Secondly, we compared M-SVM-RFE-OA with SVM-RFE-OA, thereby examining the performance of temporally screening out the poor samples lying in an overlapping area. Both M-SVM-RFE-OA and SVM-RFE-OA combine the classification accuracy rate and the average overlapping degree to calculate the discriminative ability of the feature subset and determine the number of top ranked features to be selected. To measure the feature importance more accurately, M-SVM-RFE-OA temporarily shields the samples in the overlapping area in each iteration. The comparison between M-SVM-RFE-OA and SVM-RFE-OA shows that temporarily screening out the samples mixed with heterogeneous samples in each iteration benefits the calculation of feature weights.
Table 2 clearly shows that M-SVM-RFE-OA outperforms SVM-RFE-OA for seven of the eight datasets in terms of the accuracy rate.
Table 3 and
Table 4 also represent the superiority of M-SVM-RFE-OA over SVM-RFE-OA in sensitivity and specificity. Therefore, we have that the quality of the training data influences the construction of the SVM model and the calculation of feature weights. M-SVM-RFE-OA produces a more accurate calculation of the feature weights by temporally screening out the samples with high overlapping ratios in each iteration, finally obtaining a more powerful feature subset.
The comparisons between SVM-RFE and SVM-RFE-OA and between SVM-RFE-OA and M-SVM-RFE-OA validate the two techniques proposed in this study. Finally, it can be seen that M-SVM-RFE-OA outperforms SVM-RFE for all eight datasets in terms of accuracy rate and outperforms SVM-RFE for all the four binary datasets in terms of sensitivity and specificity. Especially for Brain_data, the accuracy rate of M-SVM-RFE-OA is higher than that of SVM-RFE by 10.2%.

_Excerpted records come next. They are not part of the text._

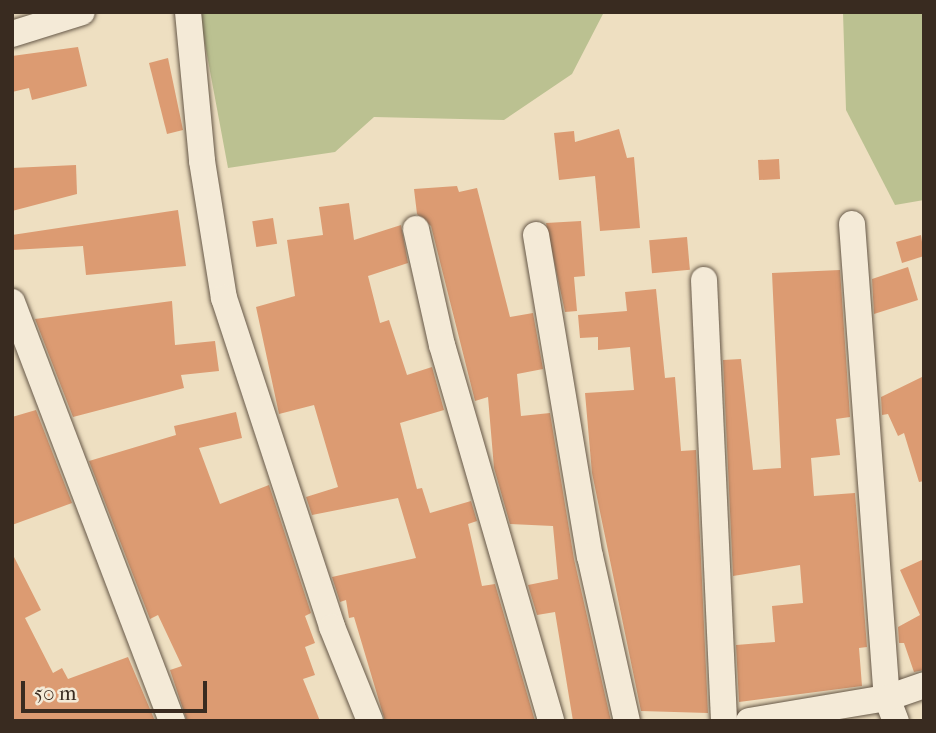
<!DOCTYPE html>
<html>
<head>
<meta charset="utf-8">
<style>
  body { margin:0 }
  #map { position:relative; width:936px; height:733px; overflow:hidden; background:#eedfc1; font-family:"IM FELL French Canon",serif }
  div>[style] { position:absolute }
  .green>* { inset:0; background:#bbc191 }
  .building>* { inset:0; background:#dc9b72; transform-origin:0 0 }
  .roads { filter:drop-shadow(0 0 2px #665848) drop-shadow(0 0 2px #665848) }
  .minor>* { height:26px; margin:-13px; padding:0 13px; transform-origin:13px; border-radius:13px; background:#f4ead7 }
  span { translate:-50% -50%; white-space:nowrap; text-align:center; line-height:1.15; -webkit-text-stroke:6px #f4ead7; paint-order:stroke }
  .frame { position:absolute; inset:0; border:14px solid #392b20; pointer-events:none }
  .scale { position:absolute; left:21px; top:681px; width:186px; height:32px; box-sizing:border-box; border:4px solid #392b20; border-top:0; padding-left:9px; font-size:21px; line-height:24px; white-space:nowrap; color:#392b20; -webkit-text-stroke:5px #f4ead7; paint-order:stroke }
</style>
</head>
<body>
<div id="map">
  <div class="green">
    <div style="clip-path:polygon(199px 12px,604px 12px,572px 74px,504px 120px,374px 117px,335px 152px,228px 168px)"></div>
    <div style="clip-path:polygon(843px 12px,924px 12px,924px 200px,895px 205px,846px 110px)"></div>
  </div>
  <div class="building">
    <div style="clip-path:polygon(78px 47px,87px 86px,32px 100px,29px 88px,12px 92px,12px 56px)"></div>
    <div style="clip-path:polygon(168px 58px,183px 130px,167px 134px,149px 63px)"></div>
    <div style="clip-path:polygon(619px 129px,627px 158px,634px 157px,640px 228px,600px 231px,595px 176px,559px 180px,554px 133px,574px 131px,575px 142px)"></div>
    <div style="left:779px;top:159px;width:20px;height:21px;rotate:87deg"></div>
    <div style="clip-path:polygon(76px 165px,77px 194px,12px 211px,12px 168px)"></div>
    <div style="clip-path:polygon(457px 186px,459px 192px,477px 188px,510px 317px,533px 313px,543px 369px,517px 374px,521px 416px,550px 413px,574px 559px,611px 721px,573px 721px,555px 612px,537px 615px,528px 585px,558px 579px,553px 526px,510px 524px,494px 468px,488px 397px,475px 401px,431px 226px,417px 214px,414px 189px)"></div>
    <div style="clip-path:polygon(349px 203px,354px 240px,401px 225px,408px 263px,368px 276px,380px 323px,389px 320px,407px 375px,432px 367px,444px 410px,400px 423px,417px 489px,422px 488px,430px 513px,471px 501px,477px 521px,468px 524px,482px 586px,495px 584px,535px 721px,385px 721px,354px 617px,349px 618px,346px 600px,340px 602px,332px 577px,416px 558px,398px 498px,312px 515px,306px 497px,338px 487px,314px 405px,279px 414px,256px 307px,295px 296px,287px 240px,323px 235px,319px 207px)"></div>
    <div style="clip-path:polygon(178px 210px,186px 266px,86px 275px,83px 246px,12px 250px,12px 235px)"></div>
    <div style="left:273px;top:218px;width:26px;height:21px;rotate:81deg"></div>
    <div style="clip-path:polygon(581px 221px,585px 276px,574px 277px,577px 311px,565px 312px,546px 223px)"></div>
    <div style="clip-path:polygon(921px 235px,924px 256px,902px 263px,896px 242px)"></div>
    <div style="left:687px;top:237px;width:33px;height:38px;rotate:85deg"></div>
    <div style="clip-path:polygon(908px 267px,918px 300px,874px 314px,872px 279px)"></div>
    <div style="clip-path:polygon(840px 270px,850px 417px,836px 419px,840px 455px,811px 458px,814px 496px,855px 493px,867px 647px,859px 648px,862px 686px,739px 702px,736px 645px,775px 642px,772px 606px,803px 603px,800px 565px,733px 576px,723px 360px,741px 359px,753px 470px,781px 468px,772px 273px)"></div>
    <div style="clip-path:polygon(656px 289px,665px 378px,675px 377px,681px 451px,696px 450px,708px 713px,641px 711px,592px 473px,585px 393px,634px 390px,630px 347px,598px 350px,598px 337px,580px 338px,578px 315px,627px 311px,625px 292px)"></div>
    <div style="clip-path:polygon(172px 301px,175px 345px,215px 341px,219px 371px,181px 375px,184px 388px,73px 417px,35px 319px)"></div>
    <div style="clip-path:polygon(924px 376px,924px 481px,919px 482px,904px 433px,898px 436px,888px 414px,882px 415px,881px 397px)"></div>
    <div style="clip-path:polygon(36px 410px,72px 503px,12px 525px,12px 417px)"></div>
    <div style="clip-path:polygon(236px 412px,242px 438px,199px 448px,220px 504px,269px 485px,311px 613px,305px 616px,315px 643px,305px 647px,315px 675px,303px 679px,320px 721px,187px 721px,170px 670px,182px 666px,158px 615px,150px 619px,89px 461px,176px 435px,174px 426px)"></div>
    <div style="clip-path:polygon(12px 553px,41px 610px,25px 618px,53px 673px,62px 668px,68px 679px,128px 657px,155px 721px,12px 721px)"></div>
    <div style="clip-path:polygon(924px 559px,924px 670px,914px 672px,904px 643px,899px 643px,898px 627px,920px 615px,900px 570px)"></div>
  </div>
  <div class="roads">
    <div class="minor">
      <div style="left:188px;top:12px;width:150px;rotate:84.6deg"></div>
      <div style="left:202px;top:161px;width:139px;rotate:80.9deg"></div>
      <div style="left:224px;top:298px;width:346px;rotate:71.8deg"></div>
      <div style="left:332px;top:627px;width:101px;rotate:68deg"></div>
      <div style="left:12px;top:34px;width:73px;rotate:-17.4deg"></div>
      <div style="left:852px;top:224px;width:475px;rotate:85.8deg"></div>
      <div style="left:887px;top:698px;width:25px;rotate:69deg"></div>
      <div style="left:416px;top:229px;width:119px;rotate:77.4deg"></div>
      <div style="left:442px;top:345px;width:391px;rotate:73.8deg"></div>
      <div style="left:536px;top:235px;width:326px;rotate:80.5deg"></div>
      <div style="left:590px;top:556px;width:169px;rotate:77.4deg"></div>
      <div style="left:704px;top:280px;width:441px;rotate:87.4deg"></div>
      <div style="left:12px;top:302px;width:449px;rotate:69.1deg"></div>
      <div style="left:749px;top:721px;width:140px;rotate:-9.5deg"></div>
      <div style="left:887px;top:698px;width:39px;rotate:-19deg"></div>
    </div>
  </div>
  <div class="frame"></div>
  <div class="scale">50 m</div>
</div>
</body>
</html>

Meanwhile, SVM-RFE-OA and M-SVM-RFE-OA are more stable than SVM-RFE. The standard deviations of M-SVM-RFE-OA on accuracy rate, sensitivity, and specificity are lower than those of SVM-RFE in most cases. Hence, from two different aspects, the classification accuracy rate and the average overlapping degree of samples, which reflects the sample distribution on the feature subspace (top ranked feature subset), we can obtain a more comprehensive measurement of the feature subset. Further, temporally shielding the samples with high overlapping ratios in each iteration could make the computation of feature importance more accurate.
Table 5 gives the average number of features selected in five-fold cross validation run 50 times for each method. It can be seen that the average number of features selected by SVM-RFE is less than those selected by SVM-RFE-OA and M-SVM-RFE-OA. However, the classification accuracy rates of SVM-RFE-OA and M-SVM-RFE-OA are higher than those of SVM-RFE, and the standard deviations of SVM-RFE-OA and M-SVM-RFE-OA are lower than those of SVM-RFE (see
Table 2). For the Lymphoma dataset, the average number of selected features by SVM-RFE is 3.48, while SVM-RFE-OA and M-SVM-RFE-OA increase the classification accuracy rate 0.93% and 1.49% by 1.59 and 1.62 more features, respectively. Although the average numbers of features selected by SVM-RFE-OA and M-SVM-RFE-OA are larger than those by SVM-RFE, the two new methods are much more efficient and stable than SVM-RFE.